All salt mixes on the market are really best used when mixed up in their entirety, so try to choose a container of salt that is appropriate for your tank volume.  It is possible for the different grains and minerals to separate slightly during shipping so that a scoop of salt from the top of a container may not be identical to a scoop from the bottom of the bag.  Some lower grade salts are not even well mixed when they leave the factory.

If you do insist on purchasing an oversized container of salt and portion it out over time, then you will need about a cup of salt per two gallons or roughly three pounds for ten gallons.  Be sure to check the manufacturer’s instructions.

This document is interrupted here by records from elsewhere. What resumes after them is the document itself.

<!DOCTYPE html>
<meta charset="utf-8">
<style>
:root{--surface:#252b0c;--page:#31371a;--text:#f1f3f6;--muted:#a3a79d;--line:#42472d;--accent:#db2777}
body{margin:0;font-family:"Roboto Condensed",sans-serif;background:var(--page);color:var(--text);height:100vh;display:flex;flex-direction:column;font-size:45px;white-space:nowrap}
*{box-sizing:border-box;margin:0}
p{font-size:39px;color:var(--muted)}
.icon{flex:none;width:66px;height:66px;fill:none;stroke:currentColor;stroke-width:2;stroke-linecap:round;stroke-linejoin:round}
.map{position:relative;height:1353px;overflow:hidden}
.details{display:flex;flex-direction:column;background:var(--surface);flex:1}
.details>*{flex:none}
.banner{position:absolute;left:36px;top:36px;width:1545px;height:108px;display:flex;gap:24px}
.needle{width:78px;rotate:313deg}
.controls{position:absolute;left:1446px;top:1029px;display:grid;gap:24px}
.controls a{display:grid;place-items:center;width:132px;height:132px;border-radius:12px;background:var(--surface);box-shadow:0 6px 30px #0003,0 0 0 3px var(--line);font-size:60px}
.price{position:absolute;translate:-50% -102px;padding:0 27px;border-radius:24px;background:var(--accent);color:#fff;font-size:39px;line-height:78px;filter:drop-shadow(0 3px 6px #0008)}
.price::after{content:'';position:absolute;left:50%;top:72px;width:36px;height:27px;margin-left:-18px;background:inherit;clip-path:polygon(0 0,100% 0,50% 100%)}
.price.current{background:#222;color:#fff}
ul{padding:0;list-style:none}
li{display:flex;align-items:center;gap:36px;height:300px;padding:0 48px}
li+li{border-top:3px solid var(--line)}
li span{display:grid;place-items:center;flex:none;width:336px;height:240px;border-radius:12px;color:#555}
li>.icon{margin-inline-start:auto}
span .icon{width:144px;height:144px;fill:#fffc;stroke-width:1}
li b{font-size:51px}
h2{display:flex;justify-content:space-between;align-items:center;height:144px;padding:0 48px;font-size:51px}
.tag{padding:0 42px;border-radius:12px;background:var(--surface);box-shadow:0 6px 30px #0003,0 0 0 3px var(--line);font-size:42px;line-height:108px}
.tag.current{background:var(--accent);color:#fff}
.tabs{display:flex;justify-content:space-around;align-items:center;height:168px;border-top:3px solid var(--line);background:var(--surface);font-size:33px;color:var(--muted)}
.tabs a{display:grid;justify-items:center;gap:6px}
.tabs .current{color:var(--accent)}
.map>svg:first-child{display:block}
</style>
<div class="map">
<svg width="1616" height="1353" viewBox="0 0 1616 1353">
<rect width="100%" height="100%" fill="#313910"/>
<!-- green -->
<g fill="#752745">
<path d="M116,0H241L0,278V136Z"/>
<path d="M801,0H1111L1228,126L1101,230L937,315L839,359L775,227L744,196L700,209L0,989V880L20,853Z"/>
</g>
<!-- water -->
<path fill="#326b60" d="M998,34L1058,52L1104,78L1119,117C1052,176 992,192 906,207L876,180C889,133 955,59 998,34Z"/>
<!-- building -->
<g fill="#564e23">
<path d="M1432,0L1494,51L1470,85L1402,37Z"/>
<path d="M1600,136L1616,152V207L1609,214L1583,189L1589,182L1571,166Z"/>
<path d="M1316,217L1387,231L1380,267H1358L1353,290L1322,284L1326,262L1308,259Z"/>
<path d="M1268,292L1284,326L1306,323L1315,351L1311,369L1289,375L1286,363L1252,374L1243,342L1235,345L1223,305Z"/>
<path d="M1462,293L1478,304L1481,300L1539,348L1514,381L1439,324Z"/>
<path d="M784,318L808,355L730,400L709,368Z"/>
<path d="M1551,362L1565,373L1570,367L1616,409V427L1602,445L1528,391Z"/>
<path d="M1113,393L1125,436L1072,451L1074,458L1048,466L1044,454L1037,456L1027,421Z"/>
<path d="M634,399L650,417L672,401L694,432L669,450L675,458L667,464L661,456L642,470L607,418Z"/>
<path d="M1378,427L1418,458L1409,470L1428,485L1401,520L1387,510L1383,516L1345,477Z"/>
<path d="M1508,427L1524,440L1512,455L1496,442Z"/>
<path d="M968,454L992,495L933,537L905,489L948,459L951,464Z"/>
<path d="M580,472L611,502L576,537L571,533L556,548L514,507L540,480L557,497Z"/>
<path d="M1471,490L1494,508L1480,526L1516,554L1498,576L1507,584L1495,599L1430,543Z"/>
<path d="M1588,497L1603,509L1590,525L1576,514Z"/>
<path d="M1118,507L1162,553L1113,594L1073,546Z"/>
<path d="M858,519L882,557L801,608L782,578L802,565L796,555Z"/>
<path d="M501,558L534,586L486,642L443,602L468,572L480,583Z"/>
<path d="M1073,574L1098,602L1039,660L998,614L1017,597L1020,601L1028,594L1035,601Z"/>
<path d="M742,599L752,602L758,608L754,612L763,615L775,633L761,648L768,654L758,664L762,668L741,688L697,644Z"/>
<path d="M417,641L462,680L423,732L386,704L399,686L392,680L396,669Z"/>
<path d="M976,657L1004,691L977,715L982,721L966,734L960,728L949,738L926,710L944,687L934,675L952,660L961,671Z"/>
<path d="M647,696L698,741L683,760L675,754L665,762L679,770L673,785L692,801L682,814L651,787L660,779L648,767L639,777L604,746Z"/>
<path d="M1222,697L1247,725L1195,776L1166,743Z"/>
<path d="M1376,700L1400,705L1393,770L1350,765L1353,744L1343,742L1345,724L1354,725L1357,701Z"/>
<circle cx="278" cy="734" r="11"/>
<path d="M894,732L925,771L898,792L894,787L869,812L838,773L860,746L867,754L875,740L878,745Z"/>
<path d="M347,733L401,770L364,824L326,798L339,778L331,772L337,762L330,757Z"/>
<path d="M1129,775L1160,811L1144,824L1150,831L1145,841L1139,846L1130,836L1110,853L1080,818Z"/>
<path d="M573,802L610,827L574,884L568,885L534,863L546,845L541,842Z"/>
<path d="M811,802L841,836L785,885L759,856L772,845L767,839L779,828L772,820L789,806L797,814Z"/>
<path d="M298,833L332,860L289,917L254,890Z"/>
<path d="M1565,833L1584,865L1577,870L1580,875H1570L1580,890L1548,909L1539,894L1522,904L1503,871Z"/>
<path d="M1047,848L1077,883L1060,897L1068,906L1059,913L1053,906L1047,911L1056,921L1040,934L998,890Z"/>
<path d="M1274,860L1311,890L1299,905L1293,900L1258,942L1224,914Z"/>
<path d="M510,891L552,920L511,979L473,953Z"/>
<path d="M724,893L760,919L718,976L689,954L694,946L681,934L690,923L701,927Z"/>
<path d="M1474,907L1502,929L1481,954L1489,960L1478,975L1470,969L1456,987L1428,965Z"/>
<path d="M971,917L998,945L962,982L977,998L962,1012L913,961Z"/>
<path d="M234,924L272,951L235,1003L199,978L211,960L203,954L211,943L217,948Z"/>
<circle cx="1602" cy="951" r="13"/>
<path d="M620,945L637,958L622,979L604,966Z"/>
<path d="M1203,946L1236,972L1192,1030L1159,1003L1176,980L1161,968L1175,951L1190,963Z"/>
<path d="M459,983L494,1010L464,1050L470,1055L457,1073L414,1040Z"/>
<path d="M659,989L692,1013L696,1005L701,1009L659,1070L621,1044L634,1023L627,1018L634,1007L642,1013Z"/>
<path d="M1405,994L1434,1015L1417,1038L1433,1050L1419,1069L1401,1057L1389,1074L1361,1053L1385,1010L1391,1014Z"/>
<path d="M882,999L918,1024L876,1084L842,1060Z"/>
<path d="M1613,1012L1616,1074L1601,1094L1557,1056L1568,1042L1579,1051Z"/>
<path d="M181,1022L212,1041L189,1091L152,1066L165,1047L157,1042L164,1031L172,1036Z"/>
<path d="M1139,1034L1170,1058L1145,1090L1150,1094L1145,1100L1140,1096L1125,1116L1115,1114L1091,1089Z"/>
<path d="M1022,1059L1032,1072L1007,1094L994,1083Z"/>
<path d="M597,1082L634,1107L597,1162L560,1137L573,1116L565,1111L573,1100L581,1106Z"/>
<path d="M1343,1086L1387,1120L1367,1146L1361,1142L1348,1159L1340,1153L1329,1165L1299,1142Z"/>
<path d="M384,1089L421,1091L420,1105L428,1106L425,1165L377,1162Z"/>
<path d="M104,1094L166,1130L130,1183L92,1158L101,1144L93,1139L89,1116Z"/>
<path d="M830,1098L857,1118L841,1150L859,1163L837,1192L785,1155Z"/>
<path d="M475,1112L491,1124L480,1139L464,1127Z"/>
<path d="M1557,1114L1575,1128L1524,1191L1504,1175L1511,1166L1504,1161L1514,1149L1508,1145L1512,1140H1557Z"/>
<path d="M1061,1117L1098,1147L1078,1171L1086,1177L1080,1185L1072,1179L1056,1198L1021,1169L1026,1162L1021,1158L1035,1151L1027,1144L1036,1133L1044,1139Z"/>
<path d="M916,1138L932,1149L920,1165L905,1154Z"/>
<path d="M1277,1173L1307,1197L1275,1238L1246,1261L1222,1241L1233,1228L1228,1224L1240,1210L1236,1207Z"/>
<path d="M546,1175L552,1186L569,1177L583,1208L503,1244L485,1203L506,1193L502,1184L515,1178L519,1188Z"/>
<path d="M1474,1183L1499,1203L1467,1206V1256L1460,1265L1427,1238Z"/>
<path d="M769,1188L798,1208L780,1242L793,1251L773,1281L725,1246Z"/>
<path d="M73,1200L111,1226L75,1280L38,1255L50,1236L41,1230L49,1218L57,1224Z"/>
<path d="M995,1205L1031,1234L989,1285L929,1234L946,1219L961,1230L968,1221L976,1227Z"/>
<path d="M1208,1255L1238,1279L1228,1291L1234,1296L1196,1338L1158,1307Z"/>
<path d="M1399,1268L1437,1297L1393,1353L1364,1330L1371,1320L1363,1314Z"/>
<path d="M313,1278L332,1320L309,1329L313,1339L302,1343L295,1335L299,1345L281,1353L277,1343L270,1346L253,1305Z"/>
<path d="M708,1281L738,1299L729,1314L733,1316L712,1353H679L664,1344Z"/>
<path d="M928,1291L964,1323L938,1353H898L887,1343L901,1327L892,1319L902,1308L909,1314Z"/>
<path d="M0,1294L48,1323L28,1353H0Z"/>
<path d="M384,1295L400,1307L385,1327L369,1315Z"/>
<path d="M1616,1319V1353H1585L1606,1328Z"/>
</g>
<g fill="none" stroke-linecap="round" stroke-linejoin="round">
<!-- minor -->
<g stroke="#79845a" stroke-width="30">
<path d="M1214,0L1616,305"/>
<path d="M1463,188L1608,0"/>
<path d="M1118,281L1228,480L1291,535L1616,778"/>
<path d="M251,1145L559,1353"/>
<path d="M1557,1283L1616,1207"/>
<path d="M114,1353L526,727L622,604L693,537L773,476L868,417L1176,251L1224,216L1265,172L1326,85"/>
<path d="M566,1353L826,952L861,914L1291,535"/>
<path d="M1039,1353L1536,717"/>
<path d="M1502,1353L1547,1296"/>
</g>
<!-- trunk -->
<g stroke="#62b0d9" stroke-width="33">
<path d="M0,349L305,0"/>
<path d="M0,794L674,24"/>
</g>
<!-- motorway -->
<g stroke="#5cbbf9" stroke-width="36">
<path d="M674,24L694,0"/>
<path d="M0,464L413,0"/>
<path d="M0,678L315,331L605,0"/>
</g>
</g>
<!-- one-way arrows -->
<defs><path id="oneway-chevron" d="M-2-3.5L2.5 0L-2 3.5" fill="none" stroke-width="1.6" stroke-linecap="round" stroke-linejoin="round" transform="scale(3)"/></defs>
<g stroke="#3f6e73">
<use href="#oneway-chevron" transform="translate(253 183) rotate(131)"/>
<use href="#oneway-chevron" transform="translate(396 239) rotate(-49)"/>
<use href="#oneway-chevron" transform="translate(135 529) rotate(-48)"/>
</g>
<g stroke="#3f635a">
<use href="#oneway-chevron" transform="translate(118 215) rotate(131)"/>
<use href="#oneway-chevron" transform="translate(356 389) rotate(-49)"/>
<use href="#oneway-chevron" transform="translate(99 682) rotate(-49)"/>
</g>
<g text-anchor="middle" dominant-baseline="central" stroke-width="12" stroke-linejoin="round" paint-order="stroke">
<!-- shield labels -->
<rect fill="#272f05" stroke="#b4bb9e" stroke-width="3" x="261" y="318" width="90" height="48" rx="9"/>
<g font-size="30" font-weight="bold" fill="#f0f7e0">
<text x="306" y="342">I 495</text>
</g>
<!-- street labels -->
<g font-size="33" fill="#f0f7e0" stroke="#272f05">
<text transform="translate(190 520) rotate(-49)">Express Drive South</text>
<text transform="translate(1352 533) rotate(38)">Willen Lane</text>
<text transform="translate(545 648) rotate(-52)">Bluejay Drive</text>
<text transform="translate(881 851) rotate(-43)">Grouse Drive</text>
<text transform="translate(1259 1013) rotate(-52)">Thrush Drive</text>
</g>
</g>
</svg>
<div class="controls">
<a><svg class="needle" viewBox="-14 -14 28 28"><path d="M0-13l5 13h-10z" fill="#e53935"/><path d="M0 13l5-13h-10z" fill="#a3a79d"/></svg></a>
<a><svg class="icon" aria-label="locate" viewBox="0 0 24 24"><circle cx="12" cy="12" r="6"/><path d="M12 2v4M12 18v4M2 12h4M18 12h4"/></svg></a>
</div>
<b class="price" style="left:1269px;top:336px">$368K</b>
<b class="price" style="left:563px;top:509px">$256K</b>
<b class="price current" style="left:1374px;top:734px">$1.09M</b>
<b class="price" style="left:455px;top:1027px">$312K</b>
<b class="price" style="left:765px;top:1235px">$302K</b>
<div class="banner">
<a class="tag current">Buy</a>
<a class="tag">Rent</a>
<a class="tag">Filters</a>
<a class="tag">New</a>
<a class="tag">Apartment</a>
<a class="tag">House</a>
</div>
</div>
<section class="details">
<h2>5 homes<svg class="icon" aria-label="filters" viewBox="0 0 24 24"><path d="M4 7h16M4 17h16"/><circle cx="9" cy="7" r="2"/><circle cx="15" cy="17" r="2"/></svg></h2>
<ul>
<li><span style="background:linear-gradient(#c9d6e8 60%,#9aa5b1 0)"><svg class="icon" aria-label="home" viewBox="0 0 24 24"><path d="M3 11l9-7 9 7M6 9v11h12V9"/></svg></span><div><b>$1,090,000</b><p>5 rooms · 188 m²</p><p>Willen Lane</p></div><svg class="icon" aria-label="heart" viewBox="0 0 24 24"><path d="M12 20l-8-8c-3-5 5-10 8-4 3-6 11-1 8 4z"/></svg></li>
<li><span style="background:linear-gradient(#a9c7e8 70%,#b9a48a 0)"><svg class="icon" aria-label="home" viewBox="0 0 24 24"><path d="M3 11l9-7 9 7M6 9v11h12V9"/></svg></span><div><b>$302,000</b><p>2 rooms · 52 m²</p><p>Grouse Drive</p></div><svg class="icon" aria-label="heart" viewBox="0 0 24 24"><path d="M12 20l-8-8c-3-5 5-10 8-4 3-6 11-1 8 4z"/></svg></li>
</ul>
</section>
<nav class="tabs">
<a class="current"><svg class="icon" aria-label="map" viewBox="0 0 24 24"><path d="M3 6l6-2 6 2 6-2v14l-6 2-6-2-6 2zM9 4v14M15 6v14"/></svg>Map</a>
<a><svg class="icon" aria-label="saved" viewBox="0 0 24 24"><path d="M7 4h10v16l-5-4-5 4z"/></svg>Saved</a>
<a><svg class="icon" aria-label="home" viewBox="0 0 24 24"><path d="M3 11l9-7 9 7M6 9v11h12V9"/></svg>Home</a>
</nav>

A vast majority of the salt mixes on the market are a single phase mixture, meaning that they only have a crystalline portion.  The quality of salt mixes can vary greatly between manufacturers.  Some use only a few low grade materials as the major components and rely on the contaminant minerals and elements for micronutrients. 

The highest quality of salt mix on the market is the Marine Environment we carry in the shop.  It is a dual phase mixture meaning that there is a liquid supplement included in a bottle with the salt.  The Marine Environment has a crystalline portion that is a fully blended mixture research grade minerals and elements that are carefully measured and individually added.  The liquid portion contains other minerals and elements that need to stay in a hydrated state until they are added to your tank.  If they dry out, their chemical and physical properties will change and those properties are not restored if these minerals and elements are rehydrated (think of housepaint).

As far as adding any live stock goes you can simply follow the acclimation directions given in the freshwater portion of this section.

Brackish water

Simply treat the set up of a brackish tank the same way you would treat a salt tank except you would use less salt.  You usually want the specific gravity in a brackish water tank to be anywhere from about 1.005 to 1.015 grams per milliliter.